過去、ゴルフ場の年間のメンバーの移動率は全体の3-4%程度であると云うのがマーケットの常識で、
10年間で30%、30年間でメンバーの殆どが入れ替わると言われてきました。
会員権を手離す理由はそれぞれですが、高齢で体力的にプレーをする事が出来なくなった
、他に資金が必要になった為換金しなければならなくなった、
今持っているコースよりグレードアップして他のコースのメンバーになる為、などでした。
最近の新しい現象として、利用していないわけでもなく急ぎの資金が必要と云う事でもないが、
とりあえず見切って売ろうとする「見切り売り」が多くなっている傾向が出てきています
メンバーになっていてもそれ程利用しているわけでもなく、当面相場の騰げも期待しがたく、
一方では年会費などのランニングコストは値上がりしてメンバーもビジターのプレー代も実際は
それ程差がなくなっている為 メンバーで有るメリットが少ないと考える方が増えています。
又、会員権を持つ利便性やステータス性も以前程ではなくなったと考えられる方が増えているようです。

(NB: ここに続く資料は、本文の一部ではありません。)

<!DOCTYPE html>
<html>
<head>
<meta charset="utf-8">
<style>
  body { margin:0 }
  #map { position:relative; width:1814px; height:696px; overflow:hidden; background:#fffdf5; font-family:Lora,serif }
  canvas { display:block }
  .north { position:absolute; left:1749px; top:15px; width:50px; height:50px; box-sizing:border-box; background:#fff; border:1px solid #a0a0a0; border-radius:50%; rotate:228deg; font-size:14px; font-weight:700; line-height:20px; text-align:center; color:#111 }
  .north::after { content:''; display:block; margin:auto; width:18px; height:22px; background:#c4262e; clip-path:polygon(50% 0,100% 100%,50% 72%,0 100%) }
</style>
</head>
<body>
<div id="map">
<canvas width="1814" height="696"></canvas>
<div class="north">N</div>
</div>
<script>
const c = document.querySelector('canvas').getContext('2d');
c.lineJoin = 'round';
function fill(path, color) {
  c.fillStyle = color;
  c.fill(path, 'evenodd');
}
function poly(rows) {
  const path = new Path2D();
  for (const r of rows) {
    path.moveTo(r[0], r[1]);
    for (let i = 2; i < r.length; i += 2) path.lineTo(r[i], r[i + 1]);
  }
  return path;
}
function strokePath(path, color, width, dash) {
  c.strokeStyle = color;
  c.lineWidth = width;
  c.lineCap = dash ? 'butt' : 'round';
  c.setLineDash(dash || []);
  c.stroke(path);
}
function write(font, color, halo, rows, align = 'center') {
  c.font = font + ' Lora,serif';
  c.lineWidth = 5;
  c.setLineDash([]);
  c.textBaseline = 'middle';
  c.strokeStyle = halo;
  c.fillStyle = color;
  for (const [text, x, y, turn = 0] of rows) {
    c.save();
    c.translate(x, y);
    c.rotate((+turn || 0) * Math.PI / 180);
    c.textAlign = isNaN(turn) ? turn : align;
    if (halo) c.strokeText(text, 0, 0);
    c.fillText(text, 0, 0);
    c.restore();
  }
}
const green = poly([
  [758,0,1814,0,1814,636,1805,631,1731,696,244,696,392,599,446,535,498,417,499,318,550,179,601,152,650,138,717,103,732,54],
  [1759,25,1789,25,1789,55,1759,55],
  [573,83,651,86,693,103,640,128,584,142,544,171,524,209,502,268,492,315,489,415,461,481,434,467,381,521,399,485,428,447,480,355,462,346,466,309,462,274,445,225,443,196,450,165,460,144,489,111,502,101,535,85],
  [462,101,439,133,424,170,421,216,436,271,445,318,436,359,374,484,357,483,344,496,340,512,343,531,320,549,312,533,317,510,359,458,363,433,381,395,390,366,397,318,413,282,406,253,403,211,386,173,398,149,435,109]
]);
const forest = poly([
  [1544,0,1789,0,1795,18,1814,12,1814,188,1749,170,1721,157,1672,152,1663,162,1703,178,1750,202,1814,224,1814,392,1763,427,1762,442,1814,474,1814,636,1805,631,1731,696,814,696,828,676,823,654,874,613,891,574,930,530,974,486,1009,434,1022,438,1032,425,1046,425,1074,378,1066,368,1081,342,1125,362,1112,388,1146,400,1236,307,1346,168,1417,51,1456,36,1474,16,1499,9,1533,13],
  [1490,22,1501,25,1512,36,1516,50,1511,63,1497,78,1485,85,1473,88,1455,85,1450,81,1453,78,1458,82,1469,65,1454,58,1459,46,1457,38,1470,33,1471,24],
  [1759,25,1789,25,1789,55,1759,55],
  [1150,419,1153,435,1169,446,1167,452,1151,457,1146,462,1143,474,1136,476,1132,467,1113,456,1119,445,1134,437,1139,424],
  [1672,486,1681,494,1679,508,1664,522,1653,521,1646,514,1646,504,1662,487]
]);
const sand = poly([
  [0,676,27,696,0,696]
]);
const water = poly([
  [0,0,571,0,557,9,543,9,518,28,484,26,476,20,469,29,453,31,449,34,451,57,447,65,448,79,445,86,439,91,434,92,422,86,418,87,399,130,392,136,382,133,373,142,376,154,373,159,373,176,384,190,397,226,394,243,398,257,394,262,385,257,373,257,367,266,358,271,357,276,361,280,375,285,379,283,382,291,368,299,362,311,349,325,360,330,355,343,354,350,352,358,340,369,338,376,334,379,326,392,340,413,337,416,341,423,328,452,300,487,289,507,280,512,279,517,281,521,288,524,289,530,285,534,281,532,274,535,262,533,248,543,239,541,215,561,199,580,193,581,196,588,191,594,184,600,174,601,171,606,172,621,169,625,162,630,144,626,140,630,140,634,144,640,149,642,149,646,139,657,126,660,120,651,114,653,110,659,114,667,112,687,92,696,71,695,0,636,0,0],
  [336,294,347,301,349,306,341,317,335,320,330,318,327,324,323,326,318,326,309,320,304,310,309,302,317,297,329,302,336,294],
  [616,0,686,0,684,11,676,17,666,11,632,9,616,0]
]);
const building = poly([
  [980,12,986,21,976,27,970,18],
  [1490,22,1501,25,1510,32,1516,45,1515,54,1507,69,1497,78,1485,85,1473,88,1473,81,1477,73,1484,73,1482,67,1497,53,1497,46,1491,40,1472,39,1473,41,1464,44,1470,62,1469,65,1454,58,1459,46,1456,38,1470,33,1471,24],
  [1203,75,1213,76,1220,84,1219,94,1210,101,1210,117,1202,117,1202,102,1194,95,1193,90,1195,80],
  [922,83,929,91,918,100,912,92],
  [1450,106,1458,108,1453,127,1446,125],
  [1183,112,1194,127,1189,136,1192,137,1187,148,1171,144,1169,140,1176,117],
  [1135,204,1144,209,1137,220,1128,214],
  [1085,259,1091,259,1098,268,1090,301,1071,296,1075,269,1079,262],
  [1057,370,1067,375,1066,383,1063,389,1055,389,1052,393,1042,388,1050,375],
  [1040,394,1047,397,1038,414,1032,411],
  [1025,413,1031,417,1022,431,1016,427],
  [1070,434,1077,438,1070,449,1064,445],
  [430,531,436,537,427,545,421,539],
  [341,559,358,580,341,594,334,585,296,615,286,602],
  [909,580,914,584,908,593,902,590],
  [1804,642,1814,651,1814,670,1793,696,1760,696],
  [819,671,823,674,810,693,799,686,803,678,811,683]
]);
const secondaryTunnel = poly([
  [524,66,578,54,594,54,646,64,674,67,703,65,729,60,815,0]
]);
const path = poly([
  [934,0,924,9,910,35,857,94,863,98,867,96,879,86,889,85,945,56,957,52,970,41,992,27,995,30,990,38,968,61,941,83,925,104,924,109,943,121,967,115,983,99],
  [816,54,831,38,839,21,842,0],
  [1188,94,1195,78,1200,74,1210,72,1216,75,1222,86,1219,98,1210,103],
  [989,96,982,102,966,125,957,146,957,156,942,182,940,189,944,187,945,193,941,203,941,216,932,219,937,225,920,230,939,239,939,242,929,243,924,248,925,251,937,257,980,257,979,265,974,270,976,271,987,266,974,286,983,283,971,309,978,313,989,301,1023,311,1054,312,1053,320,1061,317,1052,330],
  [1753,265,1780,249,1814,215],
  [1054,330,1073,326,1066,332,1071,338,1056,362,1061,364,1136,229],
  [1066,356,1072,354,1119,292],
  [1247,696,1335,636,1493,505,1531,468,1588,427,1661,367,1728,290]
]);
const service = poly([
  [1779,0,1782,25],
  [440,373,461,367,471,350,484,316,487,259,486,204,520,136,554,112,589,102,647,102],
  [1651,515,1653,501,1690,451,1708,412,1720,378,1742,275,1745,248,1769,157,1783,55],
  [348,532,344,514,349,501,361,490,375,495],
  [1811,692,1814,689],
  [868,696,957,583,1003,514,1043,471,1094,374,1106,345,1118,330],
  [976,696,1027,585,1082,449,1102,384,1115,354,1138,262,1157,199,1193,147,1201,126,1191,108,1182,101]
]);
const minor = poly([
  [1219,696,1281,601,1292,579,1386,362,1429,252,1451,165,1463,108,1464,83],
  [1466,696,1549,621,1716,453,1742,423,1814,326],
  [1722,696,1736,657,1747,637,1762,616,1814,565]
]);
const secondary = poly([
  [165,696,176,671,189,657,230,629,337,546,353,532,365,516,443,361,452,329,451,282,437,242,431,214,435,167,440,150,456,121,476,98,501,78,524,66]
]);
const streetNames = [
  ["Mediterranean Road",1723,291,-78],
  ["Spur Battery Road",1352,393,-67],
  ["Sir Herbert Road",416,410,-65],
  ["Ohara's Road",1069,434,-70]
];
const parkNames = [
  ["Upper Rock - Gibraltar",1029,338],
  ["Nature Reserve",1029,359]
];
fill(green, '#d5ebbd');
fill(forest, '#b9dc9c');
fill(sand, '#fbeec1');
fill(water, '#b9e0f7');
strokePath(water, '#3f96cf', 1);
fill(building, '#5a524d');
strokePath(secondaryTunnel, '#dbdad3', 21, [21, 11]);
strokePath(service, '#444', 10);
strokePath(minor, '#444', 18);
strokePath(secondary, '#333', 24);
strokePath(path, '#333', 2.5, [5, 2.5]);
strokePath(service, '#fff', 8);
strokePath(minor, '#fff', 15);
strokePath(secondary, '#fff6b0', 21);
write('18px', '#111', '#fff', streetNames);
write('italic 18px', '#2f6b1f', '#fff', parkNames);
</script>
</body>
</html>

利用する事の少ない会員権を無理して所有し続けるより、収入の多い現役の間に見切って
損切りを確定して税の還付を受け損失を補填しようとするケースが多くなっています。
此れは業界にとっては以前は殆どなかった会員権の処分理由で、相場が右肩上がりで
会員権の評価が高かった頃には考えられなかった状況で想定出来なかった現象です。
今迄殆どのゴルフ場のメンバー構成は、積極的に競技会にも参加して月に3~4回以上来場する
アクティブな1/3のメンバーと、年間に5~6回程度来場するようなメンバー、
その他の殆ど来場しないスリーピングもしくはそれに準ずる1/3のメンバーで運営され、
年間のメンバーとビジターの割合は3対7もしくは4対6の比率で運営されバランスが取れていたのが、
「見切り売り」が出るようになってきて此のバランスが微妙に変わってきたように感じます
根本のところにプレーヤーとゴルフ場の需給関係が崩れてゴルフ場の供給過剰の中で景気の停滞、縮小の理由で
会員権の需要が減少し、プレー料金の値下げ競争が始まってマーケットの需給関係が崩れて
相場を下げた事があるようです。
業界としては後手に回っているが、此れから改めて会員権の評価、価値を高める為の対策を
早急に実行しなければならないと言う気持ちを全体のコンセンサスとして持っているが、
具体的に何をしなければならないか、出来るかという事が見えていないのではないでしょうか。
その為に、会員権のマーケットを扱う立場からの提言をしたい
まず会員権の流通性を高める方策を講じる事。
部外者に解りにくい入会審査ではなく、透明性の有る公平な入会審査をしていかなければならない。
次に、非常識と思える高額な名義書替料や入会預託金に頼る経営を根本的に見直す必要が有る。
入会者が納得出来る金額迄思い切って下げた方が一気に流通性も高められるはずで、
それによって既存メンバーの負担が増えるのは仕方がないのではなかろうか。
年会費についても、メンバーシップのゴルフ場の運営は受益者負担が基本であるはずだから
或る程度の値上げは理解できるが、それ以前に経営の透明化や経営側の責任、メンバーの義務を確認し、
メンバーが自信をもって私は○○カントリークラブの会員ですと胸を張って言える位の
それにふさわしいサービスの提供をする事が勿論前提となる事は言う迄もない。